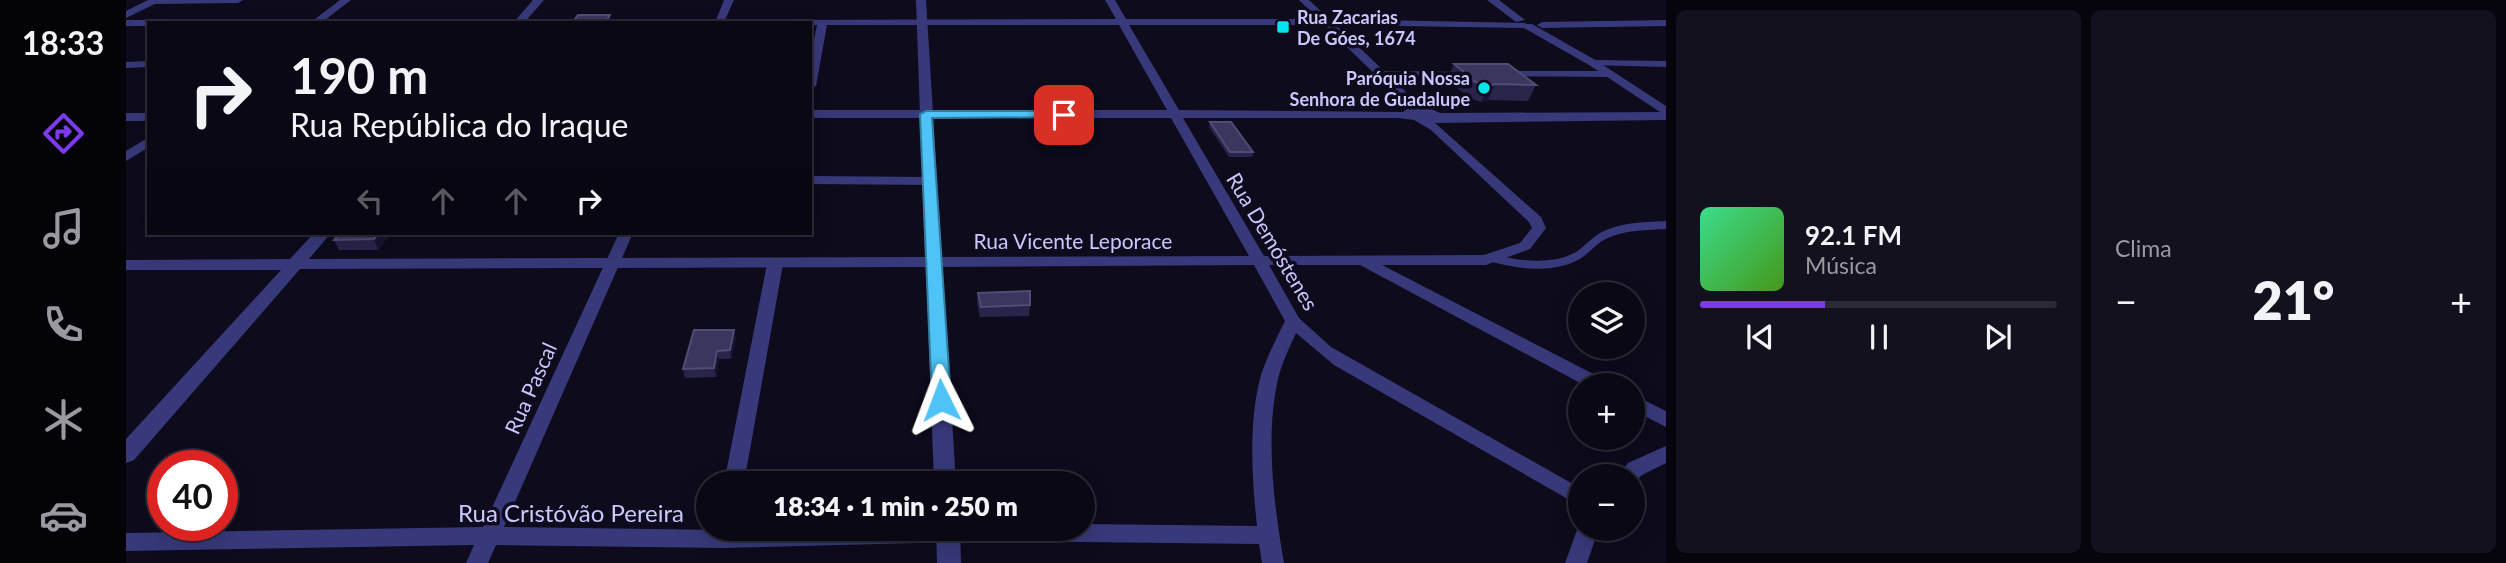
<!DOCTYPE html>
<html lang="pt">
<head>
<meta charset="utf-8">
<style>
  :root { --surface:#0a0815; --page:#13111e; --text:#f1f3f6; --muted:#999aa0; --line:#2a2934; --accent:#7c3aed }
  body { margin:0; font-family:Lato,sans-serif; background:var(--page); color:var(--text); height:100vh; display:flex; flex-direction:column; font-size:26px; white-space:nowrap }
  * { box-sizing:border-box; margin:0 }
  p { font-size:23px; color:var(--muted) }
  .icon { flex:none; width:38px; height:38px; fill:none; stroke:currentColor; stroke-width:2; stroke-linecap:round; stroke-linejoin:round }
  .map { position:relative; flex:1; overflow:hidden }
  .drawer { display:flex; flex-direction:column; gap:10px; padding:10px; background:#06040c; width:840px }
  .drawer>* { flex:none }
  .hud { position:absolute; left:21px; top:21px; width:665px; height:214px; border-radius:0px; box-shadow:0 7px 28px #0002,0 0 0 2px var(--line); background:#0a0815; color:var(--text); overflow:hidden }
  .buttons { position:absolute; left:1442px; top:282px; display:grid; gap:14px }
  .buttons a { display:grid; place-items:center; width:77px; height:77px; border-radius:50%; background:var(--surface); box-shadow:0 7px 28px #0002,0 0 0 2px var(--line); font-size:35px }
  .speed { position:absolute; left:21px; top:450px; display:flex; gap:14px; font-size:35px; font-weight:700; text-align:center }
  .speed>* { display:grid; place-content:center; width:91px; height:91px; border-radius:50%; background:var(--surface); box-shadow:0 7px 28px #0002,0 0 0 2px var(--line); line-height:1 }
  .speed .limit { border:10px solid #d22; background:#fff; color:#111 }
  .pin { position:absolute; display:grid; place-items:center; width:60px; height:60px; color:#fff; margin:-30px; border-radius:14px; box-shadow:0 4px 10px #0006 }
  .me { position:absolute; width:77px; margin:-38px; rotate:357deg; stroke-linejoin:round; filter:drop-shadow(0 0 5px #0008) }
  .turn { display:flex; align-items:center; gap:24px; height:147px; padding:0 28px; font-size:32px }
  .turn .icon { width:91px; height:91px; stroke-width:2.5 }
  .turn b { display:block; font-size:49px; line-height:60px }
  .lanes { display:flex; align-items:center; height:66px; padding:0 28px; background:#0003; justify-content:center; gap:35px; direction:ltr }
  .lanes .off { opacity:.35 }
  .big { font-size:52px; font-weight:800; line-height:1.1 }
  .drawer .widget { flex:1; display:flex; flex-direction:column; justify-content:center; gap:10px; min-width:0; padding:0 24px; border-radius:10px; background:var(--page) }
  .song { display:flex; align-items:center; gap:21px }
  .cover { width:84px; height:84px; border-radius:10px; background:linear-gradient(135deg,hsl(150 70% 55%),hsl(100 70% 35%)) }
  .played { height:7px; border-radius:4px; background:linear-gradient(90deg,var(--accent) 35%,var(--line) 35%) }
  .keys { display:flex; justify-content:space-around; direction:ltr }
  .heat { display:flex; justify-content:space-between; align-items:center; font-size:38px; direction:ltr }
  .drawer .tiles { flex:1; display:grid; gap:10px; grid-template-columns:repeat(2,1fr) }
  .trip { position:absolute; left:570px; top:471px; width:399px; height:70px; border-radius:35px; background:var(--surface); box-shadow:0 7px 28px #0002,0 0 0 2px var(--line); font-weight:800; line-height:70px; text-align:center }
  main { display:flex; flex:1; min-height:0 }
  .dock { display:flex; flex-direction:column; width:126px; justify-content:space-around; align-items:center; background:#040308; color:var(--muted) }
  .dock .icon { width:49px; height:49px }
  .dock .on { color:var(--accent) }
  .dock b { font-size:32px; color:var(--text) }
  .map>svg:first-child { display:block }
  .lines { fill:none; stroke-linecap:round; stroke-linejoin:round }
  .service { stroke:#37397a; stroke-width:8 }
  .minor { fill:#37397a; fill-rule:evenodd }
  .tertiary { fill:#37397a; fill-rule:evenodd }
  .wall { fill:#29244a }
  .shaded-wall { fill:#17132f }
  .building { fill:#3a365d; stroke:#514c76; stroke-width:2 }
  .route { fill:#4fc3f7; stroke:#337fa1; stroke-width:2 }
  .poi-dot { fill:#05e3ec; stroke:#0d0b1c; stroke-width:2.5 }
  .labels { text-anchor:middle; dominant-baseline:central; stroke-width:7; stroke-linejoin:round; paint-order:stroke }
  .far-poi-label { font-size:18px; font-weight:bold; fill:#cac7fe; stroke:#0d0b1c; text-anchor:start }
  .street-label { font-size:21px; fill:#cac7fe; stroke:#0d0b1c }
  .near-street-label { font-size:24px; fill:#cac7fe; stroke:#0d0b1c }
</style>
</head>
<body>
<main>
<nav class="dock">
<b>18:33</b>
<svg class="icon on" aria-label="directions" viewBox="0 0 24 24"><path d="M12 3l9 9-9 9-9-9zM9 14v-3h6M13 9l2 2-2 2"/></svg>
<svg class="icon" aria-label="music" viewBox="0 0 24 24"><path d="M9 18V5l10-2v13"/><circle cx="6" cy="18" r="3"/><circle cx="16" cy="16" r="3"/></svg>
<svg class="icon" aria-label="phone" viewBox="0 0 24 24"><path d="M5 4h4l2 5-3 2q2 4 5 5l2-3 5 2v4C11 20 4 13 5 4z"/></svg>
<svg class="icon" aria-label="climate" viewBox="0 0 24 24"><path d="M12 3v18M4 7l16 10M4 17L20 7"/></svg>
<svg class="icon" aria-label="car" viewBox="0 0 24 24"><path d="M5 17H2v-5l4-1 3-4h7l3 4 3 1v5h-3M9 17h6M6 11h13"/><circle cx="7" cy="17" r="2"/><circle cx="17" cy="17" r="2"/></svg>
</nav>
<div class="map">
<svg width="1540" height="563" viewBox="0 0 1540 563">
  <rect width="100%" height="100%" fill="#0d0b1c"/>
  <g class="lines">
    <path class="service" d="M 1366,258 C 1393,265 1426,270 1451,256 C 1462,250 1469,238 1481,234 C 1500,226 1520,226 1540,225"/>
    <g class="minor">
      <path d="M 22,0 L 117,0 L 112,3 L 29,4 L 0,18 L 0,11 Z"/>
      <path d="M 214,0 L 225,0 L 195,23 L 184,23 Z"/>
      <path d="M 598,0 L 608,0 L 599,20 L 990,19 L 979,0 L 989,0 L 1000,19 L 1192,19 L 1173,0 L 1183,0 L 1203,19 L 1400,23 L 1400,27 L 1397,28 L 1210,25 L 1258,71 L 1348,72 L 1348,76 L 1344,77 L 1265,77 L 1290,102 L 1314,113 L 1540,112 L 1540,120 L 1309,123 L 1415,217 L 1420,228 L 1404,249 L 1360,265 L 1256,265 L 1479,380 L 1482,385 L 1458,385 L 1234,265 L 1143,265 L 1173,318 L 1205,347 L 1454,488 L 1454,506 L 1208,365 L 1170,333 C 1163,348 1156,363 1152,379 C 1139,437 1148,505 1158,563 L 1136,563 L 1133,544 L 868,541 L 598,548 L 370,545 L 362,563 L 340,563 L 348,545 L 0,551 L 0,533 L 357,527 L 493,233 L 507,233 L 378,527 L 598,530 L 957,528 L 957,524 L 1131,526 C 1126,478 1122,422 1135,375 C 1141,357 1150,339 1159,321 L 1128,265 L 809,267 L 801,262 L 809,257 L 1123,256 L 1045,118 L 684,118 L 684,110 L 1041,110 L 993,25 L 701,25 L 690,86 L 684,89 L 684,59 L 691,25 L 684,25 L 684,23 L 296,23 L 301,20 L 590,20 ZM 1003,25 L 1198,25 L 1283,107 L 1277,112 L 1053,110 ZM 1057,118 L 1272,118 L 1288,120 L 1305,130 L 1403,222 L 1406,228 L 1394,243 L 1358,255 L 1138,256 Z"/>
      <path d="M 0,20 L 23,20 L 28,23 L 23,23 L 23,26 L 0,26 Z"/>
      <path d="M 1540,20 L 1540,26 L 1416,28 L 1411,25 L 1416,22 Z"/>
      <path d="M 1467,60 L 1540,61 L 1540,67 L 1463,65 L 1463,61 Z"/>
      <path d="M 23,61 L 23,67 L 0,68 L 0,62 Z"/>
      <path d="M 1377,71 L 1483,71 L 1488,74 L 1483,77 L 1373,76 L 1373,72 Z"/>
      <rect x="0" y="113" width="23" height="8"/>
      <path d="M 23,137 L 23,147 L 0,161 L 0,151 Z"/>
      <path d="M 684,176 L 804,177 L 811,181 L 804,185 L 684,184 Z"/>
      <path d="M 649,259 L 657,264 L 618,483 L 598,483 L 641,264 Z"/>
      <path d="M 1507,395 L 1540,411 L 1540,427 L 1507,410 Z"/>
      <path d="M 1540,446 L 1540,463 L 1516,475 L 1507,483 L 1507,476 L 1492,476 L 1502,463 Z"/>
      <path d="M 1454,522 L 1454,528 L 1473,528 L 1461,563 L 1439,563 Z"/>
    </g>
    <g class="tertiary">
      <path d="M 407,0 L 418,0 L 398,23 L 387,23 Z"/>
      <path d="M 790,0 L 800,0 L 830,483 L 808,483 L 800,267 L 174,269 L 8,460 L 0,463 L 0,439 L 155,270 L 0,270 L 0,260 L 164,259 L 188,233 L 205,233 L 183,259 L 799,257 Z"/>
      <path d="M 1361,0 L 1373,0 L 1399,20 L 1390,22 Z"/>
      <path d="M 1398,24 L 1406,24 L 1471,61 L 1540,106 L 1540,116 L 1463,65 L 1398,28 Z"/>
      <path d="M 810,528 L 834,528 L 835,563 L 811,563 Z"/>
    </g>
  </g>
  <g class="wall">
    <path d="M 1328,64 L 1410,85 L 1402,101 L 1362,100 L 1355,102 L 1339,97 L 1339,94 L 1321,80 Z"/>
    <path d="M 1084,122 L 1127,152 L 1126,157 L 1103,157 L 1083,127 Z"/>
    <path d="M 265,233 L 252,250 L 213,250 L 208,240 Z"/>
    <path d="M 852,293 L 904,305 L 903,316 L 854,317 L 851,303 Z"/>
    <path d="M 608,330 L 610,339 L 605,359 L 593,359 L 590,377 L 559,378 L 557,369 Z"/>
  </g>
  <g class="shaded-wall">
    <path d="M 484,15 L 486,23 L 479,23 Z"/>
    <path d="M 1369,84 L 1362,100 L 1355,102 L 1363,86 Z"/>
    <path d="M 253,233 L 265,233 L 252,250 L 248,239 Z"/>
    <path d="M 608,330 L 610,339 L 605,359 L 604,350 Z"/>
    <path d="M 591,351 L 593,359 L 590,377 L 588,368 Z"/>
  </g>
  <g class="building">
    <path d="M 452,15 L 484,15 L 479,23 L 446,23 Z"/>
    <path d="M 1328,64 L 1382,64 L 1410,85 L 1369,84 L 1363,86 L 1347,81 L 1346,78 Z"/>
    <path d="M 1084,122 L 1105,122 L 1127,152 L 1104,152 Z"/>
    <path d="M 214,233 L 253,233 L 248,239 L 208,240 Z"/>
    <path d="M 904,291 L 904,305 L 855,307 L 852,293 Z"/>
    <path d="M 568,330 L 608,330 L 604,350 L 591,351 L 588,368 L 557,369 Z"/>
  </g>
  <path class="route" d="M 938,111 L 943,112 L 943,117 L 806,118 L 825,400 L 822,405 L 809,405 L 806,400 L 794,114 L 800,111 Z"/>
  <g class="poi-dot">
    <rect x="1150" y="20" width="14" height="14" rx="3.5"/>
    <circle cx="1358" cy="88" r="7"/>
  </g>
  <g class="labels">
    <g class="far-poi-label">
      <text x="1171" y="17">Rua Zacarias<tspan x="1171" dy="21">De Góes, 1674</tspan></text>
      <text x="1344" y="78" text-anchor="end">Paróquia Nossa<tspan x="1344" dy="21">Senhora de Guadalupe</tspan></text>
    </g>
    <g class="street-label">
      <text x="947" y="240">Rua Vicente Leporace</text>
      <text transform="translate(1147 241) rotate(59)">Rua Demóstenes</text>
      <text transform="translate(404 388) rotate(-66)">Rua Pascal</text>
    </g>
    <g class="near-street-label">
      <text x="445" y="512">Rua Cristóvão Pereira</text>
    </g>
  </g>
</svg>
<div class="buttons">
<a><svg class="icon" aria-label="layers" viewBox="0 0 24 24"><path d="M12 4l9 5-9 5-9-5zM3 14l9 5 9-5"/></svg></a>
<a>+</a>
<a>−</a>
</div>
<div class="speed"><div class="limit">40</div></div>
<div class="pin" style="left:938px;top:115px;background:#d93025"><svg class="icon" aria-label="arrive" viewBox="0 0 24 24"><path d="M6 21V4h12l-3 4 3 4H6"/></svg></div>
<svg class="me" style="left:815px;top:400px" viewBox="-20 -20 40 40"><path d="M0-17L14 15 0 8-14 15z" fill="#4fc3f7" stroke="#fff" stroke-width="4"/></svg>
<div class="trip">18:34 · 1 min · 250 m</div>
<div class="hud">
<div class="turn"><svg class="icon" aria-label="right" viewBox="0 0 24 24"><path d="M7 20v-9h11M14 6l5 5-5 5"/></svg><div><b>190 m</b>Rua República do Iraque</div></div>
<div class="lanes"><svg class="icon off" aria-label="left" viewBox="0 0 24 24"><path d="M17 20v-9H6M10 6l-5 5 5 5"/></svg><svg class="icon off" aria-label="ahead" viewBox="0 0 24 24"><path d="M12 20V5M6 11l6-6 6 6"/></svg><svg class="icon off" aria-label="ahead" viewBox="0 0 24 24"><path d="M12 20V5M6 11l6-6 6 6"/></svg><svg class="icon" aria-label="right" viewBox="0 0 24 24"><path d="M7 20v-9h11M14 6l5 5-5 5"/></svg></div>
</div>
</div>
<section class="drawer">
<div class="tiles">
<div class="widget">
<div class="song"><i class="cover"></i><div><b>92.1 FM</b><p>Música</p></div></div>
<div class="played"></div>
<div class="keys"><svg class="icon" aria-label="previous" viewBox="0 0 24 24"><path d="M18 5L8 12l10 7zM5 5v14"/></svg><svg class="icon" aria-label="pause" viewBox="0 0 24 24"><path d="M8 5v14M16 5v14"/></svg><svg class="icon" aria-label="next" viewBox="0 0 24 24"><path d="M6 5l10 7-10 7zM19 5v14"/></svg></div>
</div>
<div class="widget"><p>Clima</p>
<div class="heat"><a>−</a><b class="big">21°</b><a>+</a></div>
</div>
</div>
</section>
</main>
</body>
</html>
======
» PROBLEM TO WORK ON:
Repeat the lines exactly as they stand, from the opening line of the data through the line with "position:absolute; left:21px; top:21px;". Pictures stay out of the copy.

» RESPONSE BOX:
<!DOCTYPE html>
<html lang="pt">
<head>
<meta charset="utf-8">
<style>
  :root { --surface:#0a0815; --page:#13111e; --text:#f1f3f6; --muted:#999aa0; --line:#2a2934; --accent:#7c3aed }
  body { margin:0; font-family:Lato,sans-serif; background:var(--page); color:var(--text); height:100vh; display:flex; flex-direction:column; font-size:26px; white-space:nowrap }
  * { box-sizing:border-box; margin:0 }
  p { font-size:23px; color:var(--muted) }
  .icon { flex:none; width:38px; height:38px; fill:none; stroke:currentColor; stroke-width:2; stroke-linecap:round; stroke-linejoin:round }
  .map { position:relative; flex:1; overflow:hidden }
  .drawer { display:flex; flex-direction:column; gap:10px; padding:10px; background:#06040c; width:840px }
  .drawer>* { flex:none }
  .hud { position:absolute; left:21px; top:21px; width:665px; height:214px; border-radius:0px; box-shadow:0 7px 28px #0002,0 0 0 2px var(--line); background:#0a0815; color:var(--text); overflow:hidden }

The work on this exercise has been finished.